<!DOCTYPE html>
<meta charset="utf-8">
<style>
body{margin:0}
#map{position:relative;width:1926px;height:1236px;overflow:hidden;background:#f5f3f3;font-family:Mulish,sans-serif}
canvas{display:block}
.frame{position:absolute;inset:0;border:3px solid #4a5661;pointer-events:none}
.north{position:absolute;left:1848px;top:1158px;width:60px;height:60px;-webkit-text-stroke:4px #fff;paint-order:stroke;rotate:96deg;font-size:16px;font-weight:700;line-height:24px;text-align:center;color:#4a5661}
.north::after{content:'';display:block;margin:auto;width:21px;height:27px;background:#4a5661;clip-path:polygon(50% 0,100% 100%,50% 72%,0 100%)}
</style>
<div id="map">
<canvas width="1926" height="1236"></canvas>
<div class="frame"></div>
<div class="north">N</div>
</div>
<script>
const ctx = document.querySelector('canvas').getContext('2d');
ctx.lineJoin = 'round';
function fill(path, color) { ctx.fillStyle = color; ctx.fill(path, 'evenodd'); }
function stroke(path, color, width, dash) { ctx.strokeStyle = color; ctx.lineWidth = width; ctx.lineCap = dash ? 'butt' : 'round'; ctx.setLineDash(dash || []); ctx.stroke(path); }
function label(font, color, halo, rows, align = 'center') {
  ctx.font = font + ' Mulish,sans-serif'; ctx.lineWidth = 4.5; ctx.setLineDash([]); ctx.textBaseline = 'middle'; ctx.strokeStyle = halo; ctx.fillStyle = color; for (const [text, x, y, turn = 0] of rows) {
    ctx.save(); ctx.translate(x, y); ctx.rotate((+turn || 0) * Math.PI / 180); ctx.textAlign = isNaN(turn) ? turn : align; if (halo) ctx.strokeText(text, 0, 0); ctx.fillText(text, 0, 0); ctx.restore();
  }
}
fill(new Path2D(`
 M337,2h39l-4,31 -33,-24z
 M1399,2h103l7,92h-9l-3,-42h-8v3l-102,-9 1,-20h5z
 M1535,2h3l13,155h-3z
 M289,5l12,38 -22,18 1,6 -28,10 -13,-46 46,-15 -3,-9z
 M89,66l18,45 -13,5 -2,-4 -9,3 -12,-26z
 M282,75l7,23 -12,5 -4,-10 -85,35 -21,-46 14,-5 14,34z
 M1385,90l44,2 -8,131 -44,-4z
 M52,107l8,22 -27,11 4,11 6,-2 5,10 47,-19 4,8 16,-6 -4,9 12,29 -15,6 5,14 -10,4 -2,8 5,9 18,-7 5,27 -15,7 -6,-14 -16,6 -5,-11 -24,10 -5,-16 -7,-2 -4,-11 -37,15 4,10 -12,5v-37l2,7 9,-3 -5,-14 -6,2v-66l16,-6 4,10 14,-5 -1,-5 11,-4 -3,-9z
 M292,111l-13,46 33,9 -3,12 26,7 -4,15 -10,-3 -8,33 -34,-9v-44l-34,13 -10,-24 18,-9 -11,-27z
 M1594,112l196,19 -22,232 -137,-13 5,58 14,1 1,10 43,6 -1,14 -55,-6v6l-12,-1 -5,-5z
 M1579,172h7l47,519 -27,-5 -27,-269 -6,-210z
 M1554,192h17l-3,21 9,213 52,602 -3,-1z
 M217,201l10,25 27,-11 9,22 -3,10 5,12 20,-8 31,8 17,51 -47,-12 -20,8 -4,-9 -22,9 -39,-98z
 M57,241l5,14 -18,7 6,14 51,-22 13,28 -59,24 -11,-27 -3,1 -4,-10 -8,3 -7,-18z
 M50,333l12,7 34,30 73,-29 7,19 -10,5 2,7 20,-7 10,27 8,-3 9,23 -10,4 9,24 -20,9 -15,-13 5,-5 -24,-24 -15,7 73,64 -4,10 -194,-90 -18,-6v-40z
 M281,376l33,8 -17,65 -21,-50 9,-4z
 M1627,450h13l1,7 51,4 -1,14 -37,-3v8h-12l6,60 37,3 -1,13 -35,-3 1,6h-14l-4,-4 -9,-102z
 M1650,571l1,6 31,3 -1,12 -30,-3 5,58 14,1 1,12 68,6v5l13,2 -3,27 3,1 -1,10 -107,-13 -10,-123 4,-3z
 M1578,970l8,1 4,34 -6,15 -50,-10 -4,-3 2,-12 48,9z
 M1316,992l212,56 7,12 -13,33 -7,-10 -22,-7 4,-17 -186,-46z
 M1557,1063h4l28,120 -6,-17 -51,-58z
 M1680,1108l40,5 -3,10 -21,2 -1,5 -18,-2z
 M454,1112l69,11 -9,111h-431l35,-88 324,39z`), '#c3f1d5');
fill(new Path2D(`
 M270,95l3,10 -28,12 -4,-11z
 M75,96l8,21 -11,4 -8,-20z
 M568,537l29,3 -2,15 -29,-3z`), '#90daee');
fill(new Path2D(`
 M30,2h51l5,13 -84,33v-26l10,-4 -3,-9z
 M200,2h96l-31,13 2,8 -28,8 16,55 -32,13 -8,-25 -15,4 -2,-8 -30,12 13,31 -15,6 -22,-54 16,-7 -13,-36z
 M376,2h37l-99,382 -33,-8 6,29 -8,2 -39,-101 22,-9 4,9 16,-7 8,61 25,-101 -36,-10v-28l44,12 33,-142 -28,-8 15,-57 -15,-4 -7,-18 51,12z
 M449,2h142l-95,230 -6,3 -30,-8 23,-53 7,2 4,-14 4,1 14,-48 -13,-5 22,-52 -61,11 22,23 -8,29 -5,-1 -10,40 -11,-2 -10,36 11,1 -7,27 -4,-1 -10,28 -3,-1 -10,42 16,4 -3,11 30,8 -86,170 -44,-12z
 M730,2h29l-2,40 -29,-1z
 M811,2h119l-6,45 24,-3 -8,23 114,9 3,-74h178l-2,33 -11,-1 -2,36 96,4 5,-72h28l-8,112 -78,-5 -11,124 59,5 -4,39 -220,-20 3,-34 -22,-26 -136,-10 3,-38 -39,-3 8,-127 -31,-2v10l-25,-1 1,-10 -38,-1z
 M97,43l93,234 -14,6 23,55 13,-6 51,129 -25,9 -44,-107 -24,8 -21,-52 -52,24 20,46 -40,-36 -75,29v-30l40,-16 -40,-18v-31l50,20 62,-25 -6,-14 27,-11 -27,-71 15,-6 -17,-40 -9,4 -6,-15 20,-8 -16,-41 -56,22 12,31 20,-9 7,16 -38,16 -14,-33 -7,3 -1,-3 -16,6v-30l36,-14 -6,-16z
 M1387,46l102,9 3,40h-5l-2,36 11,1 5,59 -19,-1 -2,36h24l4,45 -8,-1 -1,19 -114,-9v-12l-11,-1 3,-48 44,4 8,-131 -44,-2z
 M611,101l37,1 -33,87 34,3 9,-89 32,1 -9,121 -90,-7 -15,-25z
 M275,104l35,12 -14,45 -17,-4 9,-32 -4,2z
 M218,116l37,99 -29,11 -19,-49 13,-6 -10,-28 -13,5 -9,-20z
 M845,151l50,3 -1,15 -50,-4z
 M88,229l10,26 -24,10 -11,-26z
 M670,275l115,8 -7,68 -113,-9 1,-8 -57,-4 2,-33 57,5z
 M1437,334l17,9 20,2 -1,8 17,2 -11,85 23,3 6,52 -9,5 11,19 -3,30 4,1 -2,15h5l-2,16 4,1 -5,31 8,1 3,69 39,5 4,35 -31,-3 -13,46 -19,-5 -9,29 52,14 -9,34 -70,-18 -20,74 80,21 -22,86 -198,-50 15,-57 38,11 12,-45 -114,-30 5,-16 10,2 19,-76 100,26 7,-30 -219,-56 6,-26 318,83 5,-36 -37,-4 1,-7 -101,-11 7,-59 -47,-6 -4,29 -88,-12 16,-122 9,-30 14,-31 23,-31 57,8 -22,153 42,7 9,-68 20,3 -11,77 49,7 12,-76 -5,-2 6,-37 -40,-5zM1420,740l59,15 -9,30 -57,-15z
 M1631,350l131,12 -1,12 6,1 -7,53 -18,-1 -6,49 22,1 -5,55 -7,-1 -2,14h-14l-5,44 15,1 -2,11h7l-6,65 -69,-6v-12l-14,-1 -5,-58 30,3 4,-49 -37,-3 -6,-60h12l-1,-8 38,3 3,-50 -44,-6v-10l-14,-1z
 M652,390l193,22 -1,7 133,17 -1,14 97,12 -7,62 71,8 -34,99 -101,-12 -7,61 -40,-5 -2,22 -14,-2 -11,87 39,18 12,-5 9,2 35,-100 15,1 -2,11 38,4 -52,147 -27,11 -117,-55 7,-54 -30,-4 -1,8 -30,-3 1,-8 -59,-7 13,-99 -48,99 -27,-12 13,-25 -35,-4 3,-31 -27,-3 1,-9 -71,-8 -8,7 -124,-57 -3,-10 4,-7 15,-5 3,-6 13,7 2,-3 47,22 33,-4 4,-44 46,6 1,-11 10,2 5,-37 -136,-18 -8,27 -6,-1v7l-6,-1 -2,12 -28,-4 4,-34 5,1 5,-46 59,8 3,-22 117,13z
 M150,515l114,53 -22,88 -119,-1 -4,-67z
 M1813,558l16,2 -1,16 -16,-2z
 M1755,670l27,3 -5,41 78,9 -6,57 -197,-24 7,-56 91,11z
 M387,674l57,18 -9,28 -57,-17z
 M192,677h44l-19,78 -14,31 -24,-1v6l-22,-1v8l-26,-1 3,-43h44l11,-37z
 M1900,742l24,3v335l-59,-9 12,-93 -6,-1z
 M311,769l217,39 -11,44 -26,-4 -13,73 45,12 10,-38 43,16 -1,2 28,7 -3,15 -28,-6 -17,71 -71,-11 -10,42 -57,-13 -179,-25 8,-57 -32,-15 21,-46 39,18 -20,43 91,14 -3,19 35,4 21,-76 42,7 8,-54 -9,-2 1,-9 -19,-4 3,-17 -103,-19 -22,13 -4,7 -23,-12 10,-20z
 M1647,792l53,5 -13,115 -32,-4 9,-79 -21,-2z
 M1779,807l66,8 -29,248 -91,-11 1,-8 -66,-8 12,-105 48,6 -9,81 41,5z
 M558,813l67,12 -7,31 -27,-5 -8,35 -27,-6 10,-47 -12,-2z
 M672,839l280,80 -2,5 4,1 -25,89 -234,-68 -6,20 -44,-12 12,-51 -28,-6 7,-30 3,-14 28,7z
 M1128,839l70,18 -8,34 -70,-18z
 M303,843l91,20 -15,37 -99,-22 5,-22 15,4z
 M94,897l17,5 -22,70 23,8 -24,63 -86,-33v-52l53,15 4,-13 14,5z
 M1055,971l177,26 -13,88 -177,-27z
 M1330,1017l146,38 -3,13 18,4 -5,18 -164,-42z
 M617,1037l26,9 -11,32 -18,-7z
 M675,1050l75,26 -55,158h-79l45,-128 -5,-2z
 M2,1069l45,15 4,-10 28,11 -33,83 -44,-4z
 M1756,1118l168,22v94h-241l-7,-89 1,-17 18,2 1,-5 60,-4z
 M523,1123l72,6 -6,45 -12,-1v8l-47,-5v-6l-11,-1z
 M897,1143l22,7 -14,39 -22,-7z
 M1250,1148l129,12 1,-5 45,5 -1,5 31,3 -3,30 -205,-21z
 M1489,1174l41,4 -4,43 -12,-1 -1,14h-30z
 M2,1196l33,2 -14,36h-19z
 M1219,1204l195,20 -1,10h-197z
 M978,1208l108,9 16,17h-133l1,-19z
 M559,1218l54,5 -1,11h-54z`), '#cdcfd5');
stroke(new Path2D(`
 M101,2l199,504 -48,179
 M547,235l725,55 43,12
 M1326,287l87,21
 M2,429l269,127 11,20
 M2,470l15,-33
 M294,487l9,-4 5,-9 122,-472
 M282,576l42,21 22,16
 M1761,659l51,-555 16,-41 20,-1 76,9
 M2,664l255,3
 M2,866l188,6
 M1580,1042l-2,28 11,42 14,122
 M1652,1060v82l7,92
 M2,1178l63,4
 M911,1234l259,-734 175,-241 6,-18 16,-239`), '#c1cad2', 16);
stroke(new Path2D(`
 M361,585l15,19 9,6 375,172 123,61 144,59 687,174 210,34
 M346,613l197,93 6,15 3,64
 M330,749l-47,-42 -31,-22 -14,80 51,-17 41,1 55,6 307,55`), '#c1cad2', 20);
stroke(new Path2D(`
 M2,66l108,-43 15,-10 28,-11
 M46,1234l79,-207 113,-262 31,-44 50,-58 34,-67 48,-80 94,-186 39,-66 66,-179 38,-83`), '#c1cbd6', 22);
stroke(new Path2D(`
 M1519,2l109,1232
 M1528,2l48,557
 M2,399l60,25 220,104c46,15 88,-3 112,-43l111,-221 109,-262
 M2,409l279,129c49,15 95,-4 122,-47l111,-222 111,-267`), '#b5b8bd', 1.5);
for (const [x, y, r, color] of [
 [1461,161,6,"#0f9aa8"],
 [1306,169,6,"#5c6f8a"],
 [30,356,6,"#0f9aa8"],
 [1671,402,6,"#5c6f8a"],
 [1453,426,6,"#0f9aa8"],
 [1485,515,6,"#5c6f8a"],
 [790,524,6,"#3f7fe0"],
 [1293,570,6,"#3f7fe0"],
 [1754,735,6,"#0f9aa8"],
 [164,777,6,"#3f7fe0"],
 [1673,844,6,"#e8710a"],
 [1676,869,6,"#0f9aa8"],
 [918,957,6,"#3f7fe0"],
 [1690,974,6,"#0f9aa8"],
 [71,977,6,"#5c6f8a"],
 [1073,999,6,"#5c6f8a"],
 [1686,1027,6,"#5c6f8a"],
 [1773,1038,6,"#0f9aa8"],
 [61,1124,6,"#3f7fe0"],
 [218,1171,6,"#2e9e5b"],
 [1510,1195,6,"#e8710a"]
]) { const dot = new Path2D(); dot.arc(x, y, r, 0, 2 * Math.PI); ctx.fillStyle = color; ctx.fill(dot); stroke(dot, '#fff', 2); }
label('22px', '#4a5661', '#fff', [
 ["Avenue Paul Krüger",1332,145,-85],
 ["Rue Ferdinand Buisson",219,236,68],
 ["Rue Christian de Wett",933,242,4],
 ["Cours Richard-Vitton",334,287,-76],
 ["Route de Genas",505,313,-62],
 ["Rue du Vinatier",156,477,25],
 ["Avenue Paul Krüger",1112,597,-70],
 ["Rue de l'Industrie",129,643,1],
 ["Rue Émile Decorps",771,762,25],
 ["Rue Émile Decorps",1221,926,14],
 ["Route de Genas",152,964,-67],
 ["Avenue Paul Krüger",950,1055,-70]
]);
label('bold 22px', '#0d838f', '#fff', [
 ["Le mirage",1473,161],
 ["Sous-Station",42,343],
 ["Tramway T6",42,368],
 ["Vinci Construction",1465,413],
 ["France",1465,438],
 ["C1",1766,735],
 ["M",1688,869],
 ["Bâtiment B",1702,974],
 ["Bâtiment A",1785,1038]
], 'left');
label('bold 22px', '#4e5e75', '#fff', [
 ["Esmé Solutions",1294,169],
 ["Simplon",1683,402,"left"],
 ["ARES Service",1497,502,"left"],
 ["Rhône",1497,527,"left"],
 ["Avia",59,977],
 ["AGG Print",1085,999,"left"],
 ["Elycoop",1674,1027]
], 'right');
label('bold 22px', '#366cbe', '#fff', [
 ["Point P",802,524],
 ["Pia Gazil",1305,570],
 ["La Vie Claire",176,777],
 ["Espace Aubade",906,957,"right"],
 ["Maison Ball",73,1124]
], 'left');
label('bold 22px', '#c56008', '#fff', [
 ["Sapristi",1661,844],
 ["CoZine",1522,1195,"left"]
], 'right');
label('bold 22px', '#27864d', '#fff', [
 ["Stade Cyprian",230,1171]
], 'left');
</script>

=====

• _Problem description_
Which lines of the records above contain the word "canvas"? Report each one.

• _Written answer_
canvas{display:block}
<canvas width="1926" height="1236"></canvas>
const ctx = document.querySelector('canvas').getContext('2d');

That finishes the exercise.